__Dataset entries__:

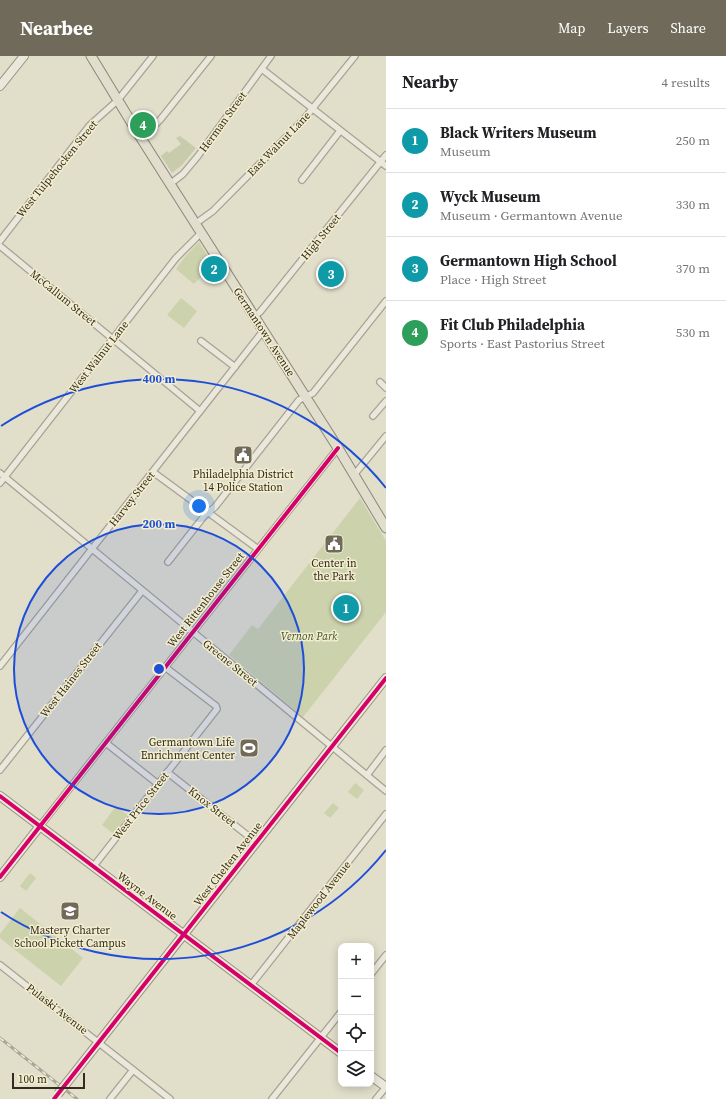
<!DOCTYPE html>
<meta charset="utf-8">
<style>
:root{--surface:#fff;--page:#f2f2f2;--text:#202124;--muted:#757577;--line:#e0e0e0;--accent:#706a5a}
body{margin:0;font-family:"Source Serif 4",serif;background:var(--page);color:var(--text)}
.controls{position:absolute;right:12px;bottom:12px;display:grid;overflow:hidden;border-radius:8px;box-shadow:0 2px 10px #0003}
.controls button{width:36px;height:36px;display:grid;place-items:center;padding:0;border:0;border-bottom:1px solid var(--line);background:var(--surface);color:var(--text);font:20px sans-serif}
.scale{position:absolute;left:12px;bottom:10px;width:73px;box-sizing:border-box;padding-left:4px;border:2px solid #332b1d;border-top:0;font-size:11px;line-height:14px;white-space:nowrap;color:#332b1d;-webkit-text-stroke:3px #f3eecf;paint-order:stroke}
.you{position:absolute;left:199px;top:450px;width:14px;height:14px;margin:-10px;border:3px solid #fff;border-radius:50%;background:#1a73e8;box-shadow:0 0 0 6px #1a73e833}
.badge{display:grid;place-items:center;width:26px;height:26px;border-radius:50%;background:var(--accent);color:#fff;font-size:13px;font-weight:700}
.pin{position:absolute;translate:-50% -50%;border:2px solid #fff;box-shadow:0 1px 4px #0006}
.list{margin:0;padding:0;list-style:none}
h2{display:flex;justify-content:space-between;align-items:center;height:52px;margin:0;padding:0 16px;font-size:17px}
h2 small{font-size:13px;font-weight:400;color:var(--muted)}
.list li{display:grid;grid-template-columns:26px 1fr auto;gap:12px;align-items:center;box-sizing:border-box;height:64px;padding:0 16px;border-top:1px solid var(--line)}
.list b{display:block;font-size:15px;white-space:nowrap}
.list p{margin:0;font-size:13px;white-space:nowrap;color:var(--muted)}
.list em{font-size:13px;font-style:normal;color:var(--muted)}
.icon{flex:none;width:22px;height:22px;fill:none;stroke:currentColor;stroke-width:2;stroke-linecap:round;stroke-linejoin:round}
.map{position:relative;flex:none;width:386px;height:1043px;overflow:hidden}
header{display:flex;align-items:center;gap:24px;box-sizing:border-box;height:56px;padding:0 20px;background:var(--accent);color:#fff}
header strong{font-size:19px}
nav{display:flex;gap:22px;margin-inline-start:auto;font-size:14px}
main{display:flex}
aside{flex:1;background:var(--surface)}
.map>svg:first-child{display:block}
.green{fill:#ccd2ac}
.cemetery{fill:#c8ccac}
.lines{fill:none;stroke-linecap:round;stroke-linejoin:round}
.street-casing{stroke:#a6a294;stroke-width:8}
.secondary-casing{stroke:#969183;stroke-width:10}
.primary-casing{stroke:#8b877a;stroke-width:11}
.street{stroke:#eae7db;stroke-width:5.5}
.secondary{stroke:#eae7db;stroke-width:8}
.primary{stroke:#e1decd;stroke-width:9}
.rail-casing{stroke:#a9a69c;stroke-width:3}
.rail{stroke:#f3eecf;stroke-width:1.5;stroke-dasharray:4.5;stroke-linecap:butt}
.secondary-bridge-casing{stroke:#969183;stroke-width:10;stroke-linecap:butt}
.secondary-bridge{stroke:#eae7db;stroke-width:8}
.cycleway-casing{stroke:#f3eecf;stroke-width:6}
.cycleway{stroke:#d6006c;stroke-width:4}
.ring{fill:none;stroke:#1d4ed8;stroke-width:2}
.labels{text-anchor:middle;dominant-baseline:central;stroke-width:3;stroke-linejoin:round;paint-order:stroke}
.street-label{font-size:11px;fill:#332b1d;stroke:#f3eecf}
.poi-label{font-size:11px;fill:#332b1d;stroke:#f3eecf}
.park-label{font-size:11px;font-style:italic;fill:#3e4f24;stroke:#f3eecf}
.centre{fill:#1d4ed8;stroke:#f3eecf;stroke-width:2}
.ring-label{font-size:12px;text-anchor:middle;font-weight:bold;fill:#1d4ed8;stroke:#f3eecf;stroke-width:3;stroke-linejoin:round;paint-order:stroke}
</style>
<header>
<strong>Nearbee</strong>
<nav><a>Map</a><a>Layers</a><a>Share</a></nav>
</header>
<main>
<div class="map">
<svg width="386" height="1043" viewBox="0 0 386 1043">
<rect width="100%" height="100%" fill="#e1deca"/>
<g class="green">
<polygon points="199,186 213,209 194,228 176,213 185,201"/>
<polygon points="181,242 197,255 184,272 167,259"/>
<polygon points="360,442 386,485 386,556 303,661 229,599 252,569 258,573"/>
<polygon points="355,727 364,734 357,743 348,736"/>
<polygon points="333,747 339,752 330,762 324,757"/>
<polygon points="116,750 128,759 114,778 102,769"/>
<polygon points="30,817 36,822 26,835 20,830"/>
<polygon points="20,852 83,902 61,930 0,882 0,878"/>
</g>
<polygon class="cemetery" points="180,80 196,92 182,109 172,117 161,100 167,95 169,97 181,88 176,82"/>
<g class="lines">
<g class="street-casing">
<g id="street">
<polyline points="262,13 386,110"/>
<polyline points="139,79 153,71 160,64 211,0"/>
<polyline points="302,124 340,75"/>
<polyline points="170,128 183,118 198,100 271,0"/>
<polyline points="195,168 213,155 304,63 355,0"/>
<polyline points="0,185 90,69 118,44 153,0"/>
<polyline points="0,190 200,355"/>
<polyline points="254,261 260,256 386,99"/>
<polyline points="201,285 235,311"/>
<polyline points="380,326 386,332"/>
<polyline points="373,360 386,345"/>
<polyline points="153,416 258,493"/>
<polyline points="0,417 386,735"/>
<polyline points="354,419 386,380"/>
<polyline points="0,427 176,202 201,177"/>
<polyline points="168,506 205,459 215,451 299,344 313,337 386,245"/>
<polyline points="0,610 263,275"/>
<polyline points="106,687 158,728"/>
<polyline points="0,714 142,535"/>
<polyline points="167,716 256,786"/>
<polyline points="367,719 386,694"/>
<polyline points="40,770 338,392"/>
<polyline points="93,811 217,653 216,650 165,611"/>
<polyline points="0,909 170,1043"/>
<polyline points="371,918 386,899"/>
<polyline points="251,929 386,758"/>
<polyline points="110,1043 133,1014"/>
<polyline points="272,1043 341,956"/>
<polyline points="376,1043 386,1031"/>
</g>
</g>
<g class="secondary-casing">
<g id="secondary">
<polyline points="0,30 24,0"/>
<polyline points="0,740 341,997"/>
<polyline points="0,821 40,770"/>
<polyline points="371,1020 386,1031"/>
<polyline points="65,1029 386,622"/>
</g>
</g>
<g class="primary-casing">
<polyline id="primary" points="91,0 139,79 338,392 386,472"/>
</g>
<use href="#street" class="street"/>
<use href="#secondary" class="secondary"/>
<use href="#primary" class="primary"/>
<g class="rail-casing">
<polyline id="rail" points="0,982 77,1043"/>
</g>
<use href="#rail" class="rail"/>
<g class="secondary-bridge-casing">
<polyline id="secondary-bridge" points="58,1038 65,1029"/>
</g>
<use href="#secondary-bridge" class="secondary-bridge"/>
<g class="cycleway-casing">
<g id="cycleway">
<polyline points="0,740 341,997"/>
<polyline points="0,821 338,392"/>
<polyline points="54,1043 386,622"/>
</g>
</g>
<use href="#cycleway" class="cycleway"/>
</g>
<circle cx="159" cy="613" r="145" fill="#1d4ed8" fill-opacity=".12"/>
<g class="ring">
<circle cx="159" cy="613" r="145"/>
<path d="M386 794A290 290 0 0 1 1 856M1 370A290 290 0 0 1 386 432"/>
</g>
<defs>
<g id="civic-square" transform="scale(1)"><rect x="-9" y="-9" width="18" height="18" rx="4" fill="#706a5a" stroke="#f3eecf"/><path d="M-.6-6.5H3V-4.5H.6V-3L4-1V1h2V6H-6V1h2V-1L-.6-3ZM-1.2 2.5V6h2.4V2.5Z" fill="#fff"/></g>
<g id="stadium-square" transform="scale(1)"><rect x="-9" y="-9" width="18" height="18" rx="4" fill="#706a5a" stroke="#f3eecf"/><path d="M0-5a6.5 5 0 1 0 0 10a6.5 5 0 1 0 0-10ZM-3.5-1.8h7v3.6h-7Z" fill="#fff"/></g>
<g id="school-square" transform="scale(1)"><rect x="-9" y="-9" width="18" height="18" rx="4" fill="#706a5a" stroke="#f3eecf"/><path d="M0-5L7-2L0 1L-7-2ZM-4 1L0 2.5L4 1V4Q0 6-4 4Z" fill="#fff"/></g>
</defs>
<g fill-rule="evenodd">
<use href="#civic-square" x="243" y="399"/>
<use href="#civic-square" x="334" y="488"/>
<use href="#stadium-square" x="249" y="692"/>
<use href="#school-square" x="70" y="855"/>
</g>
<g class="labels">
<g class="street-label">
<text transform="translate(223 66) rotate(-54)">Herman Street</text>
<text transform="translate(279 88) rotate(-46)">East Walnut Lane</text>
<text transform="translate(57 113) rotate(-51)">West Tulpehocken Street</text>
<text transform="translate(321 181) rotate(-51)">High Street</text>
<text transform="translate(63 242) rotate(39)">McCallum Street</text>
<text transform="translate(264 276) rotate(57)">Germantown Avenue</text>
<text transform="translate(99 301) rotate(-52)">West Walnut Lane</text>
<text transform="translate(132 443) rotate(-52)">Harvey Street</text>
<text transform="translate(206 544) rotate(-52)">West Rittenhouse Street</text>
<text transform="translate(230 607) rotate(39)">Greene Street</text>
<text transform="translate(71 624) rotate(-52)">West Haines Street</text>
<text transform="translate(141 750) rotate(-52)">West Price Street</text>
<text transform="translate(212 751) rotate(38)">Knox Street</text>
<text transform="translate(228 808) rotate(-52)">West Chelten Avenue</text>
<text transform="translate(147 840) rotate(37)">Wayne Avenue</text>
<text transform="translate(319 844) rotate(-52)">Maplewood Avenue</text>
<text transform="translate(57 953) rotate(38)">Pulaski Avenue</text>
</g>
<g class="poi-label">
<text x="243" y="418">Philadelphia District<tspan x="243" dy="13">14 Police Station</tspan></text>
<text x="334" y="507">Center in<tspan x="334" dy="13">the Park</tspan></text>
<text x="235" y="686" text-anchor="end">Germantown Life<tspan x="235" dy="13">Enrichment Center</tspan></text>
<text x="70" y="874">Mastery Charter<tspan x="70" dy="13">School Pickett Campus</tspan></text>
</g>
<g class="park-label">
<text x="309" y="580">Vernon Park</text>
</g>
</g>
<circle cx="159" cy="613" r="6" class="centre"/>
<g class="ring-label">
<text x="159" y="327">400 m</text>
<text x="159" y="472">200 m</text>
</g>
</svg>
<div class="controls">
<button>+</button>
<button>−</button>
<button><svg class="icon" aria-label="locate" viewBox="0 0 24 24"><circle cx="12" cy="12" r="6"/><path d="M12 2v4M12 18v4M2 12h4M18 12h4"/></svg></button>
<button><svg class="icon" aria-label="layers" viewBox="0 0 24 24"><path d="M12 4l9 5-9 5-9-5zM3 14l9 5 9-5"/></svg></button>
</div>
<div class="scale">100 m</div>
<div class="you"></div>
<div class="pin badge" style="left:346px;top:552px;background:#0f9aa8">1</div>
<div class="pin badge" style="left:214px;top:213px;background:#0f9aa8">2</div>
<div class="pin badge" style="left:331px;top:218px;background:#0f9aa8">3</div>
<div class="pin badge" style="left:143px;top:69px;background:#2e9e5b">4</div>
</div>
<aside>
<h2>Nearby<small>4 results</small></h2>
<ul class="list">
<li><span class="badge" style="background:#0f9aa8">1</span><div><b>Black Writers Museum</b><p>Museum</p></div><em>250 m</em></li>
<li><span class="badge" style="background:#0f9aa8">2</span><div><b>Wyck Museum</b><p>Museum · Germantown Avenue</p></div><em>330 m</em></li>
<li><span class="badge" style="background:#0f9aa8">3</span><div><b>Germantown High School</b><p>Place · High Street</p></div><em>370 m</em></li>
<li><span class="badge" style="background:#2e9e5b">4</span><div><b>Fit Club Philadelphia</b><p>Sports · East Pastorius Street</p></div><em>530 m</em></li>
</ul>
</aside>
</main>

__Task description__:
Which lines in the listing have the string "linecap"? Pick them out and copy them.

__Result below__:
.icon{flex:none;width:22px;height:22px;fill:none;stroke:currentColor;stroke-width:2;stroke-linecap:round;stroke-linejoin:round}
.lines{fill:none;stroke-linecap:round;stroke-linejoin:round}
.rail{stroke:#f3eecf;stroke-width:1.5;stroke-dasharray:4.5;stroke-linecap:butt}
.secondary-bridge-casing{stroke:#969183;stroke-width:10;stroke-linecap:butt}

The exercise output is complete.